Entries Tagged ‘Pattern Recognition’

Will Watson affect embedded systems?

Wednesday, February 23rd, 2011 by Robert Cravotta

IBM’s Watson computer system recently beat two of the strongest Jeopardy players in the world in a real match of Jeopardy. The match was the culmination of four years of work by IBM researchers. This week’s question has a dual purpose – to focus discussion on how the Watson innovations can/will/might affect the techniques and tools available to embedded developers – and to solicit questions from you that I can ask the IBM research team when I meet up with them (after the main media furor dies down a bit).

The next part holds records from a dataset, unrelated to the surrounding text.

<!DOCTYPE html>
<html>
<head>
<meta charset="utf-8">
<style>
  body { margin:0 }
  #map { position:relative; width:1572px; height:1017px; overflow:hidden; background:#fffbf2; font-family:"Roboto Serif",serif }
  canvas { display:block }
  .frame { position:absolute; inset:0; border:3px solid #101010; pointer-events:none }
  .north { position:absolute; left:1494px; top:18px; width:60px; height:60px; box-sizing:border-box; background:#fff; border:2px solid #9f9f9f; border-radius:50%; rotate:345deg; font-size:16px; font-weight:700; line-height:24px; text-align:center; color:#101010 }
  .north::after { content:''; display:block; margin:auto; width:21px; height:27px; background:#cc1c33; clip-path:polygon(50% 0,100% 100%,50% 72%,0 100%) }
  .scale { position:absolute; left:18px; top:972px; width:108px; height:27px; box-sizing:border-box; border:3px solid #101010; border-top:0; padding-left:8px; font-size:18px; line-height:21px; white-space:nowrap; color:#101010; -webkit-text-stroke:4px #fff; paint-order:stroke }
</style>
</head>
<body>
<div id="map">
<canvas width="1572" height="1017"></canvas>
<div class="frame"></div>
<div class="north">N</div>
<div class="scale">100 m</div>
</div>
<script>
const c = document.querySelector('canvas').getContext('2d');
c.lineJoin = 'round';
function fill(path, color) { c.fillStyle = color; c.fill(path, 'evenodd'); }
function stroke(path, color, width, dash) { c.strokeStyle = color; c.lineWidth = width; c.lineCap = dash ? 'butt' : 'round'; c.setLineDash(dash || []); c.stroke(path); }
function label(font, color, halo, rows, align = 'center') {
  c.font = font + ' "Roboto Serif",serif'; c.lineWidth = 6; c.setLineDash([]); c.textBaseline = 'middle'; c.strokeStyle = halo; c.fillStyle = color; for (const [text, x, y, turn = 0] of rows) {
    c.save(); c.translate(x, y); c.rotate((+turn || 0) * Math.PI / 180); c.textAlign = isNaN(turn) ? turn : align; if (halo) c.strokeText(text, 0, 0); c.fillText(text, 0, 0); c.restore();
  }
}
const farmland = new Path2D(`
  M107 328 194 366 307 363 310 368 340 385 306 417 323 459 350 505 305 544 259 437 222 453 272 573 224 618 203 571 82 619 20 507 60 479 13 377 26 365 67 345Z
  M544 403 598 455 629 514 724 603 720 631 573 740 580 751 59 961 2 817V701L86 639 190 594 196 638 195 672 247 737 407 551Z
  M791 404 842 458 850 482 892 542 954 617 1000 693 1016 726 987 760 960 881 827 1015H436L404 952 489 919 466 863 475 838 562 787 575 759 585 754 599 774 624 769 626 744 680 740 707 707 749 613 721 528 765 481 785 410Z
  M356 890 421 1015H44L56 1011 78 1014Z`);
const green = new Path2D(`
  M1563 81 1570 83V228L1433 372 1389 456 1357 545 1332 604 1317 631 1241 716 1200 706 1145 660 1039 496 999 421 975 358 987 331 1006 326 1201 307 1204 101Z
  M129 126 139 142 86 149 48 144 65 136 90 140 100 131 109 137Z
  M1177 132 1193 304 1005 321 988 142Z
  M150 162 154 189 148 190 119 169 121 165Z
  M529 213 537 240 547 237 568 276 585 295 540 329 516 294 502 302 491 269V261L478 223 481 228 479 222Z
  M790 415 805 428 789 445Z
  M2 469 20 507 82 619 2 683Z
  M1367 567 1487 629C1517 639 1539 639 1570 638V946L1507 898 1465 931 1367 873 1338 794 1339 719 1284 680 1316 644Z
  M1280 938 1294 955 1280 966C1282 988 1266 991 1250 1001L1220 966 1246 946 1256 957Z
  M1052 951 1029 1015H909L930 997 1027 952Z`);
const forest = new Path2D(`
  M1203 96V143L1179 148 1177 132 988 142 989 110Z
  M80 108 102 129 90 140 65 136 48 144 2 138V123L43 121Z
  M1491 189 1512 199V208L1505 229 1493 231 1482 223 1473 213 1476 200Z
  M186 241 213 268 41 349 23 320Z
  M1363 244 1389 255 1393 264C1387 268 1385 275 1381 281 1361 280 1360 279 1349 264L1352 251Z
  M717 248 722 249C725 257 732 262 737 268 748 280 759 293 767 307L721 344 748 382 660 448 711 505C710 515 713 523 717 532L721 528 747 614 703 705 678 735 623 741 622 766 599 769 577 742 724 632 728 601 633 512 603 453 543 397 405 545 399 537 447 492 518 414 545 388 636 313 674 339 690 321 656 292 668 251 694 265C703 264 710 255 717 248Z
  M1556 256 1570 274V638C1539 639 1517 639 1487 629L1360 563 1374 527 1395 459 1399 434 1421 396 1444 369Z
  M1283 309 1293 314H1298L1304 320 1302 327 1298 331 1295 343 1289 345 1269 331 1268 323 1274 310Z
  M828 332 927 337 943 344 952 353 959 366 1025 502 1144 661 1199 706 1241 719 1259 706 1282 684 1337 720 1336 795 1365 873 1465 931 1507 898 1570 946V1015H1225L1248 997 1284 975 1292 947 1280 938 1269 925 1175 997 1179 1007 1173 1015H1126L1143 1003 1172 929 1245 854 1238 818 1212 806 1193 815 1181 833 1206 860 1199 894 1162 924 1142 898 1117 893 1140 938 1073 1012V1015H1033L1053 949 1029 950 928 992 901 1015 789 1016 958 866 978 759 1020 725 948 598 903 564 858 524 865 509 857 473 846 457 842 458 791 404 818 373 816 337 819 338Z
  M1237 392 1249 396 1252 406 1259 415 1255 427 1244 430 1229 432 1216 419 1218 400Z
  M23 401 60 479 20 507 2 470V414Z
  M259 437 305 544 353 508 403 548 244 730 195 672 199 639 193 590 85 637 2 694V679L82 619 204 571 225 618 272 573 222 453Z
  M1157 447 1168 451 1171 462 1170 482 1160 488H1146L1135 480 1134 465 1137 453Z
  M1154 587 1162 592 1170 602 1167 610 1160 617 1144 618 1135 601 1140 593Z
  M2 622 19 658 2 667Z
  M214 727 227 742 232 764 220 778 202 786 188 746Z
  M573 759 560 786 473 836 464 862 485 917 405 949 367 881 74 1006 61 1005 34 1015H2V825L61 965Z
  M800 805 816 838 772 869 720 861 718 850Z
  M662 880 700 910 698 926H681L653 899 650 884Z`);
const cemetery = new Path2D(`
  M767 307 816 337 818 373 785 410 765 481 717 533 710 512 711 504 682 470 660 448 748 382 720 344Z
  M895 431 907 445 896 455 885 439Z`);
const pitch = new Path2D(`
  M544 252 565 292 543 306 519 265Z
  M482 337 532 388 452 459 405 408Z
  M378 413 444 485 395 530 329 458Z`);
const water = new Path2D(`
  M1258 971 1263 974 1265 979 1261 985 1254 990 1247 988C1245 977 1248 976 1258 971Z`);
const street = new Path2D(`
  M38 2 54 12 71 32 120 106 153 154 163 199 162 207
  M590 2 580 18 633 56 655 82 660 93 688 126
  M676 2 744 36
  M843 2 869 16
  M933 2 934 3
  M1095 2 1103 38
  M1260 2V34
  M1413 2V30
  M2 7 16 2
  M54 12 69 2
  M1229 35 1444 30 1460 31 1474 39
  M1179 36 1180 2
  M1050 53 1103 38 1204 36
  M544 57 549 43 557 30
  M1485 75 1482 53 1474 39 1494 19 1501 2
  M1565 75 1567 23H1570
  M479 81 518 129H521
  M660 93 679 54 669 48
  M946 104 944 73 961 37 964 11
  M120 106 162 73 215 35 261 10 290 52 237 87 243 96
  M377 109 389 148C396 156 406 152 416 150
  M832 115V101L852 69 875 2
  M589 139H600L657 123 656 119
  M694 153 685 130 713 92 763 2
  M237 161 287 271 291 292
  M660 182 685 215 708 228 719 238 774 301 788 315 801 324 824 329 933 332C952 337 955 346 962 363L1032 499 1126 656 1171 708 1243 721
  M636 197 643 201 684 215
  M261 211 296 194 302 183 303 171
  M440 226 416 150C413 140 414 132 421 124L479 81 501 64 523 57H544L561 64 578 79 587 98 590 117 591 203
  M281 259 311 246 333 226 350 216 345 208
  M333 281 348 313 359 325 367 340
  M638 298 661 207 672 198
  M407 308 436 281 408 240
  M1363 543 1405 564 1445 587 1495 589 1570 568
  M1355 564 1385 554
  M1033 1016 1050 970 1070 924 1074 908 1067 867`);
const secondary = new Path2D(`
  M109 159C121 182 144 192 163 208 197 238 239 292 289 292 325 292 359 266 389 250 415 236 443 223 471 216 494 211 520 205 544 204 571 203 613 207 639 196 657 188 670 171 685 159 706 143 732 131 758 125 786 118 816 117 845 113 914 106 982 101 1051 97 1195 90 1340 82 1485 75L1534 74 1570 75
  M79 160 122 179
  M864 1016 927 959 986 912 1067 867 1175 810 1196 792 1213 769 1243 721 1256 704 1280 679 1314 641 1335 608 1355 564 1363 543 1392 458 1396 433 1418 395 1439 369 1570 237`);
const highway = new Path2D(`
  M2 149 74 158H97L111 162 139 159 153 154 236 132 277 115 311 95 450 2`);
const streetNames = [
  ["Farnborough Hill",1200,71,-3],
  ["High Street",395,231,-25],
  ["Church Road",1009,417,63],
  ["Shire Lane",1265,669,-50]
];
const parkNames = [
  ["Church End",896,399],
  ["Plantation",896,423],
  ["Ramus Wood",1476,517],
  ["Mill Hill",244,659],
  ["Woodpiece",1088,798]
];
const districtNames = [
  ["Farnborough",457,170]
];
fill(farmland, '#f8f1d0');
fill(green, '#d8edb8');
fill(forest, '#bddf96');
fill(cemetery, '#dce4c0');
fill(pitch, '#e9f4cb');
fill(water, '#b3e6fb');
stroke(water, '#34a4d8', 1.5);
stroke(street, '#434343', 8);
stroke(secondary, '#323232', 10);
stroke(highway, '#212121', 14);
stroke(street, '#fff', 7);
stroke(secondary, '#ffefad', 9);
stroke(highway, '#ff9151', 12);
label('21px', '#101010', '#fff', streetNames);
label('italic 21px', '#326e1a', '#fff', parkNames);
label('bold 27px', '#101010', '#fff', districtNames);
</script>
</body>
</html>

The Watson computing system is the latest example of innovations in extreme processing problem spaces. The NOVA’s video “Smartest Machine on Earth” provides a nice overview of the project and the challenges that the researchers faced while getting Watson ready to compete against human players in the game Jeopardy. While Watson is able to interpret the natural language wording of Jeopardy answers and tease out appropriate responses for the questions (Jeopardy provides answers and contestants provide the questions), it was not clear from the press material or the video that Watson was performing processing of natural language in audio form or only text form. A segment near the end of the NOVA video casts doubt on whether Watson was able to work with audio inputs.

In order to bump Watson’s performance into the champion “cloud” (a distribution presented in the video of the performance of Jeopardy champions), the team had to rely on machine learning techniques so that the computing system could improve how it recognizes the many different contexts that apply to words.Throughout the video, we see that the team kept adding more pattern recognition engines (rules?) to the Watson software so that it could handle different types of Jeopardy questions. A satisfying segment in the video was when Watson was able to change its weighting engine for a Jeopardy category that it did not understand after receiving the correct answers of four questions in that category – much like a human player would refine their understanding of a category during a match.

Watson uses 2800 processors, and I estimate that the power consumption is on the order of a megawatt or more. This is not a practical energy footprint for most embedded systems, but the technologies that make up this system might be available to distributed embedded systems if they can connect to the main system. Also, consider that the human brain is a blood-cooled 10 to 100 W system – this suggests that we may be able to drastically improve the energy efficiency of a system like Watson in the coming years.

Do you think this achievement is huff and puff? Do you think it will impact the design and capabilities of embedded systems? For what technical questions would you like to hear answers from the IBM research team in a future article?